[Saved entries]
Content starts
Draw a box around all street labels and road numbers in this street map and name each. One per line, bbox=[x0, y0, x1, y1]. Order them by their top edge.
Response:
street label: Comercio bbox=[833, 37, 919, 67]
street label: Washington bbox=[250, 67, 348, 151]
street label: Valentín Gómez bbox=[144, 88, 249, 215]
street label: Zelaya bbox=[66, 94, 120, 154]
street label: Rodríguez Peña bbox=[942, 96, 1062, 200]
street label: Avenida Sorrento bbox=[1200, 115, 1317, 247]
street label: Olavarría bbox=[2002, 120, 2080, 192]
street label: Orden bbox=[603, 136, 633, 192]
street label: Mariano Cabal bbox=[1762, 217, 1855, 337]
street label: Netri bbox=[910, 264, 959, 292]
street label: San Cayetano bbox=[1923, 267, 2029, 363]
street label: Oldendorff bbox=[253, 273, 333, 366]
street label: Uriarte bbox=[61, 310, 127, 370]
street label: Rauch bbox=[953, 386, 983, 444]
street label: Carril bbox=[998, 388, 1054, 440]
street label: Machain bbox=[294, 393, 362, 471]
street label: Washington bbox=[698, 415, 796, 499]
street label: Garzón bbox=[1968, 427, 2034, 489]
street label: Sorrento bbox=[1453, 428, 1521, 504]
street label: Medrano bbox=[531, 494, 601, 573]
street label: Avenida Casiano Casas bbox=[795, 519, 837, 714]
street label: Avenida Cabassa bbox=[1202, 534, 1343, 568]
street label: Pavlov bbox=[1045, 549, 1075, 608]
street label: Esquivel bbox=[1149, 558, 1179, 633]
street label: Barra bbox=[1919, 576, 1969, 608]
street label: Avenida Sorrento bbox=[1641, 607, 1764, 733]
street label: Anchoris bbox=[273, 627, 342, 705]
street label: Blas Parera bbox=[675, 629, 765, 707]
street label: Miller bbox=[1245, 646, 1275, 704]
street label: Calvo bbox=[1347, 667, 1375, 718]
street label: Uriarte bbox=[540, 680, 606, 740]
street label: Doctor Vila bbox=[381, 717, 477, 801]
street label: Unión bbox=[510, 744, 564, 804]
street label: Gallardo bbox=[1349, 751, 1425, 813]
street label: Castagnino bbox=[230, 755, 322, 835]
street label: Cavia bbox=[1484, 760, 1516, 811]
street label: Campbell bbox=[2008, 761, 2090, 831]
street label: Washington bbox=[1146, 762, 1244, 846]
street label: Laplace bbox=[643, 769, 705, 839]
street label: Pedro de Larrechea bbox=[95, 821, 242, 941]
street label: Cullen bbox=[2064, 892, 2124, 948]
Content ends
Each record above should be repeated exactly.

Exercise solution:
Draw a box around all street labels and road numbers in this street map and name each. One per line, bbox=[x0, y0, x1, y1]. Order them by their top edge.
Response:
street label: Comercio bbox=[833, 37, 919, 67]
street label: Washington bbox=[250, 67, 348, 151]
street label: Valentín Gómez bbox=[144, 88, 249, 215]
street label: Zelaya bbox=[66, 94, 120, 154]
street label: Rodríguez Peña bbox=[942, 96, 1062, 200]
street label: Avenida Sorrento bbox=[1200, 115, 1317, 247]
street label: Olavarría bbox=[2002, 120, 2080, 192]
street label: Orden bbox=[603, 136, 633, 192]
street label: Mariano Cabal bbox=[1762, 217, 1855, 337]
street label: Netri bbox=[910, 264, 959, 292]
street label: San Cayetano bbox=[1923, 267, 2029, 363]
street label: Oldendorff bbox=[253, 273, 333, 366]
street label: Uriarte bbox=[61, 310, 127, 370]
street label: Rauch bbox=[953, 386, 983, 444]
street label: Carril bbox=[998, 388, 1054, 440]
street label: Machain bbox=[294, 393, 362, 471]
street label: Washington bbox=[698, 415, 796, 499]
street label: Garzón bbox=[1968, 427, 2034, 489]
street label: Sorrento bbox=[1453, 428, 1521, 504]
street label: Medrano bbox=[531, 494, 601, 573]
street label: Avenida Casiano Casas bbox=[795, 519, 837, 714]
street label: Avenida Cabassa bbox=[1202, 534, 1343, 568]
street label: Pavlov bbox=[1045, 549, 1075, 608]
street label: Esquivel bbox=[1149, 558, 1179, 633]
street label: Barra bbox=[1919, 576, 1969, 608]
street label: Avenida Sorrento bbox=[1641, 607, 1764, 733]
street label: Anchoris bbox=[273, 627, 342, 705]
street label: Blas Parera bbox=[675, 629, 765, 707]
street label: Miller bbox=[1245, 646, 1275, 704]
street label: Calvo bbox=[1347, 667, 1375, 718]
street label: Uriarte bbox=[540, 680, 606, 740]
street label: Doctor Vila bbox=[381, 717, 477, 801]
street label: Unión bbox=[510, 744, 564, 804]
street label: Gallardo bbox=[1349, 751, 1425, 813]
street label: Castagnino bbox=[230, 755, 322, 835]
street label: Cavia bbox=[1484, 760, 1516, 811]
street label: Campbell bbox=[2008, 761, 2090, 831]
street label: Washington bbox=[1146, 762, 1244, 846]
street label: Laplace bbox=[643, 769, 705, 839]
street label: Pedro de Larrechea bbox=[95, 821, 242, 941]
street label: Cullen bbox=[2064, 892, 2124, 948]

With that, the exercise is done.